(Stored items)
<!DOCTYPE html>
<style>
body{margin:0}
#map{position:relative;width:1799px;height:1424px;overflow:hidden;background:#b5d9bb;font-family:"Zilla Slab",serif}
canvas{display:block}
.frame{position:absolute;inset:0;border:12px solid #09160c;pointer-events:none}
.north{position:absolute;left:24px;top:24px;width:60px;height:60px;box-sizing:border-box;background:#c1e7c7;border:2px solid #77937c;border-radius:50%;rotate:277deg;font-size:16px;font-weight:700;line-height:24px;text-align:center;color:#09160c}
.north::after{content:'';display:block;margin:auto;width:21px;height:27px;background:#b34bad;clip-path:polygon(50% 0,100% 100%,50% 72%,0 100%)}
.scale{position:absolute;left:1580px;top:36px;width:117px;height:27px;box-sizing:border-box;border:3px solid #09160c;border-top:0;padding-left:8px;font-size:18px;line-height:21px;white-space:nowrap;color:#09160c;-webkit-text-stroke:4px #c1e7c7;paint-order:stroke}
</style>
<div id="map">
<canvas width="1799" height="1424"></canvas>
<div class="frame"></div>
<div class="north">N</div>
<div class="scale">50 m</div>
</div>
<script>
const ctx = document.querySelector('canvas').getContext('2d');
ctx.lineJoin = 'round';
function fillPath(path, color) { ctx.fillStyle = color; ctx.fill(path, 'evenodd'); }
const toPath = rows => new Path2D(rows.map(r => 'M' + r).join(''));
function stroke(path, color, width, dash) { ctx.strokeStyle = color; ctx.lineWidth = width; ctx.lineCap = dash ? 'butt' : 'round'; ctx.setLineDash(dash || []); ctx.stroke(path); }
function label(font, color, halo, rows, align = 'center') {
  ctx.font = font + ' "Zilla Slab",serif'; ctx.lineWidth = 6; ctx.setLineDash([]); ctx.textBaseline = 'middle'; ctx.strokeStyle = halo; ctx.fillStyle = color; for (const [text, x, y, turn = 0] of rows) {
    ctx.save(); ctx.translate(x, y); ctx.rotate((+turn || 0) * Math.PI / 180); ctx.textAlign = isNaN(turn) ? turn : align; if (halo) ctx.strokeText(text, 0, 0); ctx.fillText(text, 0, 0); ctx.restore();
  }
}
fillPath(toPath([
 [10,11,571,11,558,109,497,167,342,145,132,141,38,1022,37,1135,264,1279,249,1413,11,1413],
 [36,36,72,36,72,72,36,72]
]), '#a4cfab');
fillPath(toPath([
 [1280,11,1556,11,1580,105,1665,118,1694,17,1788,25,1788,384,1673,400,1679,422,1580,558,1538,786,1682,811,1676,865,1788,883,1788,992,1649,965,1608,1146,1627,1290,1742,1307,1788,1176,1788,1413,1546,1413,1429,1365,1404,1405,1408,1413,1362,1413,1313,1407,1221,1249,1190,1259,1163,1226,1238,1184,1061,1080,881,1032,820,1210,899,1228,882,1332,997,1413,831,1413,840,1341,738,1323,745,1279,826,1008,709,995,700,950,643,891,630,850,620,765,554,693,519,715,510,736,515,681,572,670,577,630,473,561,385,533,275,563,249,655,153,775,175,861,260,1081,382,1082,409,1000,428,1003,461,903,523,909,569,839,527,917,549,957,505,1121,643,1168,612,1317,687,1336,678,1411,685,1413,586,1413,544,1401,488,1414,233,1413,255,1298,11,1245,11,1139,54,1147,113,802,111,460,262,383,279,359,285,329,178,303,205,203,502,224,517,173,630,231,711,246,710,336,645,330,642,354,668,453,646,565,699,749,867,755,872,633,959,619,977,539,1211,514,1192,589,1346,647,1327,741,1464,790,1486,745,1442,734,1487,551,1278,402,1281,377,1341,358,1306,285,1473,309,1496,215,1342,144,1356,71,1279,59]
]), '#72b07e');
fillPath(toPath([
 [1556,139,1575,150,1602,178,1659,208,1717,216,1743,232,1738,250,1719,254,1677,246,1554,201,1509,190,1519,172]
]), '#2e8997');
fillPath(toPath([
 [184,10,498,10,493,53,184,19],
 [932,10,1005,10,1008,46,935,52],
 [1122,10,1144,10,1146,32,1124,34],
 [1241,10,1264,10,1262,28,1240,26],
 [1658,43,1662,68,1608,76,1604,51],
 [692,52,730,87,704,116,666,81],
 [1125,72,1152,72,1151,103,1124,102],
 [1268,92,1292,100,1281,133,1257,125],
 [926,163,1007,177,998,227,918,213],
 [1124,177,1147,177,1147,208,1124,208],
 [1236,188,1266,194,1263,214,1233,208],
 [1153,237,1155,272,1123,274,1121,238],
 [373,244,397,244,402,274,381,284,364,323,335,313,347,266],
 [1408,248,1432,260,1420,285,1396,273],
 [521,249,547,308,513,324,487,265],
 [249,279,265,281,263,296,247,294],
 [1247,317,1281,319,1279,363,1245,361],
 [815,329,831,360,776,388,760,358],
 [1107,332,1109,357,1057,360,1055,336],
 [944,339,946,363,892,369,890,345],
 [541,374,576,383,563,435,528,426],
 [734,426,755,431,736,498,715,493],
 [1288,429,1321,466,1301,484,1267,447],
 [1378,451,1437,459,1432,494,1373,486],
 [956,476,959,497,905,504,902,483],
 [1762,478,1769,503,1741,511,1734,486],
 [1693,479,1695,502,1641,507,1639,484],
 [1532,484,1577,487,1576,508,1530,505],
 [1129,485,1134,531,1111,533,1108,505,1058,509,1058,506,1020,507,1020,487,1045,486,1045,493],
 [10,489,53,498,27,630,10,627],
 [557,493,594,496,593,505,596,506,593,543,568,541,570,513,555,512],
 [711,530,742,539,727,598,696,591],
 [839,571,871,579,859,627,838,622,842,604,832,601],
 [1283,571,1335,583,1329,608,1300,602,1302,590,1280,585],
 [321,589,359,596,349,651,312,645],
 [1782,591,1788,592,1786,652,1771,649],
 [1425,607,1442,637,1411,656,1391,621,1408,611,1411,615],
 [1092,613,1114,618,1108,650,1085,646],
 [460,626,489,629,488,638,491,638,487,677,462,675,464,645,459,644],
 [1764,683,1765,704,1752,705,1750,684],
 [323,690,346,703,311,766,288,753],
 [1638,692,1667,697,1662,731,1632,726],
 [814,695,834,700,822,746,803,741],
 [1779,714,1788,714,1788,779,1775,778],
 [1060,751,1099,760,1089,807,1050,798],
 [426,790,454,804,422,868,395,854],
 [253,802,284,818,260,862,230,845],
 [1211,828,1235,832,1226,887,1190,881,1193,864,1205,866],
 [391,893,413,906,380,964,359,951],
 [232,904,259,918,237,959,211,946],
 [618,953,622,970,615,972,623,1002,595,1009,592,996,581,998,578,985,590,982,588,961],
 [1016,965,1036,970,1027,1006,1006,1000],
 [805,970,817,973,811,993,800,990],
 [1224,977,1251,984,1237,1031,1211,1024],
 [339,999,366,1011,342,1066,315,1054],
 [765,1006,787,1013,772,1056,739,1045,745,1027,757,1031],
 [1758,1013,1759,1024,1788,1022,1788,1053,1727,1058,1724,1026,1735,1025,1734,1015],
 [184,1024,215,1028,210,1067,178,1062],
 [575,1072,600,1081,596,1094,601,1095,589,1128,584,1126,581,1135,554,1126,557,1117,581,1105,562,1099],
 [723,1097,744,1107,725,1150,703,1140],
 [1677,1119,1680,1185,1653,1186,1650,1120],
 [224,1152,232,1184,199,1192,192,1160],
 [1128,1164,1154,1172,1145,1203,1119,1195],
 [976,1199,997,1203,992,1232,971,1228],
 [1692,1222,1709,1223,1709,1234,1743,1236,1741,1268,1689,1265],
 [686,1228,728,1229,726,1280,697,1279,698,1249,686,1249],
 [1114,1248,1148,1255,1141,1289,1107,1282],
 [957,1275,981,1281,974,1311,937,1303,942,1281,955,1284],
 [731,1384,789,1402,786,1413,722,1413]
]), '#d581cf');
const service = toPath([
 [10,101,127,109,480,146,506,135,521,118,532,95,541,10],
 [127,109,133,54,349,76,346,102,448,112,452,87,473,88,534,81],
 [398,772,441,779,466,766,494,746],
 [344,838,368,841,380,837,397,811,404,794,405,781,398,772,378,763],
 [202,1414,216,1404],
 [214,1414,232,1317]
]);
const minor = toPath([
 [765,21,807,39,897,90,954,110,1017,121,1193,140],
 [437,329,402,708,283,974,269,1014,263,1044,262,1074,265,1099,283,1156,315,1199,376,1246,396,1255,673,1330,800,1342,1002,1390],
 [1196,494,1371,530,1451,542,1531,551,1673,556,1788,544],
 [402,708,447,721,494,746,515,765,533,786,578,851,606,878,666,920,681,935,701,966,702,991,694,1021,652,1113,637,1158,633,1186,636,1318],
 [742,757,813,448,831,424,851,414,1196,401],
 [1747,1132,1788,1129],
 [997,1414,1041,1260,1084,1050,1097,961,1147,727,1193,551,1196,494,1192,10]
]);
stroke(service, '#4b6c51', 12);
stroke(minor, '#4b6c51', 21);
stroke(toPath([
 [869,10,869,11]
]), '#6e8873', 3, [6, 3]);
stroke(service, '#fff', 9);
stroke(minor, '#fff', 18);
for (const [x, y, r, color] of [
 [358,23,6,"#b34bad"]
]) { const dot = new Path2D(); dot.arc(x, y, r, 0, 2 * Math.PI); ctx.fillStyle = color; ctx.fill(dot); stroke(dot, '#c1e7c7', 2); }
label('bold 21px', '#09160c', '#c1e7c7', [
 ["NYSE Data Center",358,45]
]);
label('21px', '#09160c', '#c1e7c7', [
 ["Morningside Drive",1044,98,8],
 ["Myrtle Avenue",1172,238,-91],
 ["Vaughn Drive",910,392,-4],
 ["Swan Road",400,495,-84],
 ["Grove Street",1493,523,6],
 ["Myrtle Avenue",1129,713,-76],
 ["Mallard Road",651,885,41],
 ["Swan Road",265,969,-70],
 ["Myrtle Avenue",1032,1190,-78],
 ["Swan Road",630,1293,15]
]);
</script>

## WHAT TO DO
Return all lines from the entries that contain the string "Swan".

## WRITTEN ANSWER
 ["Swan Road",400,495,-84],
 ["Swan Road",265,969,-70],
 ["Swan Road",630,1293,15]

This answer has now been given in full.